Many banks have started using Facebook in order to reach out to their customers and improve their customer service. These banks realize that there are conversations going on in which they are the topic, and not joining in these conversations would be a lost opportunity. However, some banks do not understand that being present on a social media platforms such as Facebook is not enough. Financial institutions, like other industries, need to start conversations and participate in those already started.

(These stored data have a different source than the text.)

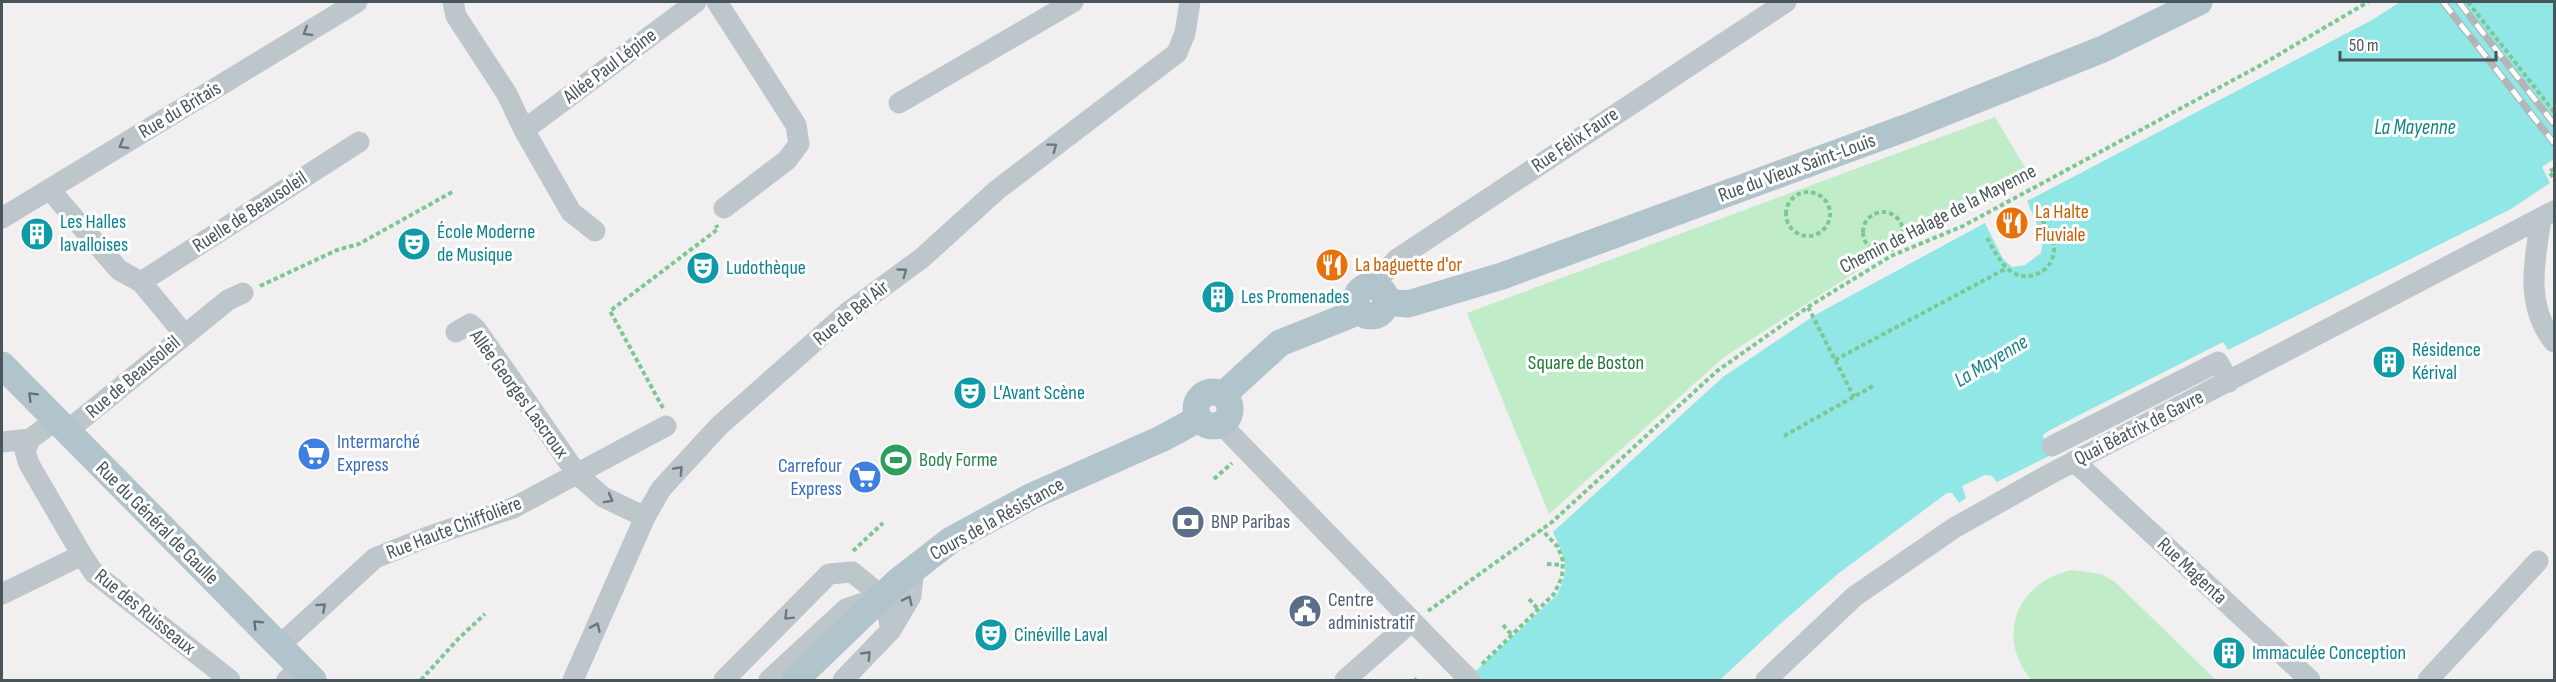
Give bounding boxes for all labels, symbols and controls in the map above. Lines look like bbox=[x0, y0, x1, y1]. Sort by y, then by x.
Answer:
street label: Allée Paul Lépine bbox=[558, 23, 661, 109]
scale bar bbox=[2340, 24, 2496, 62]
one-way arrow bbox=[303, 25, 313, 37]
text: 50 m bbox=[2349, 35, 2379, 56]
street label: Rue du Britais bbox=[135, 76, 225, 144]
street label: Rue Félix Faure bbox=[1527, 102, 1623, 178]
water label: La Mayenne bbox=[2374, 115, 2456, 140]
street label: Rue du Vieux Saint-Louis bbox=[1715, 128, 1879, 208]
one-way arrow bbox=[119, 137, 129, 149]
one-way arrow bbox=[1047, 144, 1058, 155]
street label: Chemin de Halage de la Mayenne bbox=[1836, 159, 2040, 279]
street label: Ruelle de Beausoleil bbox=[188, 166, 312, 258]
place label: La Halte Fluviale bbox=[2035, 200, 2089, 247]
restaurant icon: La Halte Fluviale bbox=[1994, 205, 2030, 241]
place label: Les Halles lavalloises bbox=[60, 210, 128, 257]
building icon: Les Halles lavalloises bbox=[19, 216, 55, 252]
place label: École Moderne de Musique bbox=[437, 220, 535, 267]
theatre icon: École Moderne de Musique bbox=[396, 226, 432, 262]
restaurant icon: La baguette d'or bbox=[1314, 247, 1350, 283]
theatre icon: Ludothèque bbox=[685, 250, 721, 286]
place label: La baguette d'or bbox=[1355, 253, 1463, 277]
place label: Ludothèque bbox=[726, 256, 806, 280]
one-way arrow bbox=[897, 268, 908, 279]
street label: Rue de Bel Air bbox=[808, 275, 894, 351]
building icon: Les Promenades bbox=[1200, 279, 1236, 315]
place label: Les Promenades bbox=[1241, 285, 1349, 309]
street label: Allée Georges Lascroux bbox=[464, 324, 574, 463]
water label: La Mayenne bbox=[1950, 329, 2032, 393]
street label: Rue de Beausoleil bbox=[81, 331, 185, 423]
place label: Résidence Kérival bbox=[2412, 338, 2481, 385]
building icon: Résidence Kérival bbox=[2371, 344, 2407, 380]
park label: Square de Boston bbox=[1528, 351, 1644, 375]
theatre icon: L'Avant Scène bbox=[952, 375, 988, 411]
place label: L'Avant Scène bbox=[993, 381, 1085, 405]
street label: Quai Béatrix de Gavre bbox=[2070, 385, 2208, 471]
one-way arrow bbox=[28, 392, 39, 403]
place label: Intermarché Express bbox=[337, 430, 420, 477]
supermarket icon: Intermarché Express bbox=[296, 436, 332, 472]
sports icon: Body Forme bbox=[878, 442, 914, 478]
place label: Body Forme bbox=[919, 448, 998, 472]
place label: Carrefour Express bbox=[778, 454, 842, 501]
street label: Rue du Général de Gaulle bbox=[90, 456, 224, 590]
supermarket icon: Carrefour Express bbox=[847, 459, 883, 495]
one-way arrow bbox=[672, 466, 683, 476]
street label: Cours de la Résistance bbox=[926, 472, 1068, 566]
street label: Rue Haute Chiffolière bbox=[383, 491, 525, 565]
one-way arrow bbox=[603, 492, 613, 503]
bank icon: BNP Paribas bbox=[1170, 504, 1206, 540]
place label: BNP Paribas bbox=[1211, 510, 1290, 534]
street label: Rue Magenta bbox=[2152, 533, 2232, 609]
street label: Rue des Ruisseaux bbox=[90, 564, 201, 660]
place label: Centre administratif bbox=[1328, 588, 1415, 635]
public building icon: Centre administratif bbox=[1287, 593, 1323, 629]
one-way arrow bbox=[900, 595, 912, 606]
one-way arrow bbox=[315, 603, 326, 614]
one-way arrow bbox=[785, 608, 796, 619]
theatre icon: Cinéville Laval bbox=[973, 617, 1009, 653]
one-way arrow bbox=[253, 621, 264, 631]
one-way arrow bbox=[589, 622, 601, 633]
place label: Cinéville Laval bbox=[1014, 623, 1108, 647]
building icon: Immaculée Conception bbox=[2211, 635, 2247, 671]
place label: Immaculée Conception bbox=[2252, 641, 2406, 665]
one-way arrow bbox=[860, 651, 871, 662]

This is what has been driving success for local banks such as Mercantile Bank. Michelle Shangraw, the Senior Vice President and Retail Banking Director for Mercantile Bank, explains how this local bank in Michigan not only starts the conversation, but they start it in real life. She claims that since they are a local bank in a small community, their biggest concern is connecting with the community. In order to keep people in the community talking about Mercantile, their employees have been participating in MercMobs. During these “mobs”, Mercantile Bank employees get out into the community by crowding a local restaurant during lunch in hopes of generating buzz. Along with this, employees participate in community service. Mercantile launched a campaign based upon a foundation called “make a difference” and uploads videos of employees participating and giving back.

Below is a picture of Mercantile Bank of Michigan employees volunteering at a local elementary school.

Courtesy of Mercantile Bank of Michigan's Facebook

Courtesy of Mercantile Bank of Michigan’s Facebook

Mercantile Bank not only creates buzz in the community, but on their Facebook page as well. They post things people can relate to, rather than trying to advertise financial opportunities on a platform where people go to connect. Another bank that understands this concept is Farmers and Merchants Bank, which posts “local community events” on its FB page.

Strategy Corps, a company that helps financial institutions engage customers, asked people how they felt about banks on Facebook in this video. Check out more of their videos here.

Practicing Safe Social Media

It is mandatory that financial institutions develop relationships with consumers. However, it is of greater important that these institutions keep consumers’ information safe. Recently, the Federal Financial Institutions Examination Council (FFIEC) declared certain risks associated with the use of social media. They published a guide to social media platforms, which explains that the more platforms an institution is participating on, the more they need to access their risk.

The biggest concern the FFIEC has when it comes to financial institution’s online presence is privacy and criminals. Although all industries worry about this, financial institutions have greater responsibility due to the fact that they are dealing with consumers finances. They are at risk for things such as loan loss, physical theft, and identity theft. The FFIEC says, “Financial institutions should consider the use of social media monitoring tools and techniques to identify heightened risk, and respond appropriately.”

In the video below, Credit Suisse, a financial services holding company located in Switzerland, explains how they are limited on social media platforms because of security issues. Watch 2:41 to 3:25. 

While the FFIEC recommends that the financial industry to take responsibility for these dangers, Fox Business recently published an article that advices consumers to take precautions themselves. They report that Ariel Sanchez of IOActive, a blog about online security,  did a test with banking apps and found that 90% contained malicious links that could exploit a consumers banking information. While there are steps that financial institutions can take to make sure their apps are more secure, there is no way to make an app 100% safe. Sanchez gives basic tips on how consumers can be more active in keeping their banking information safe, such as password protecting your phone.

The FFIEC does not discourage financial institutions from using social media platforms, or deny that they can give them leverage if used properly and safely. In one section of their guide published, the FFIEC warns financial institutions that consumers will still talk about you on social media platforms even if you are not present.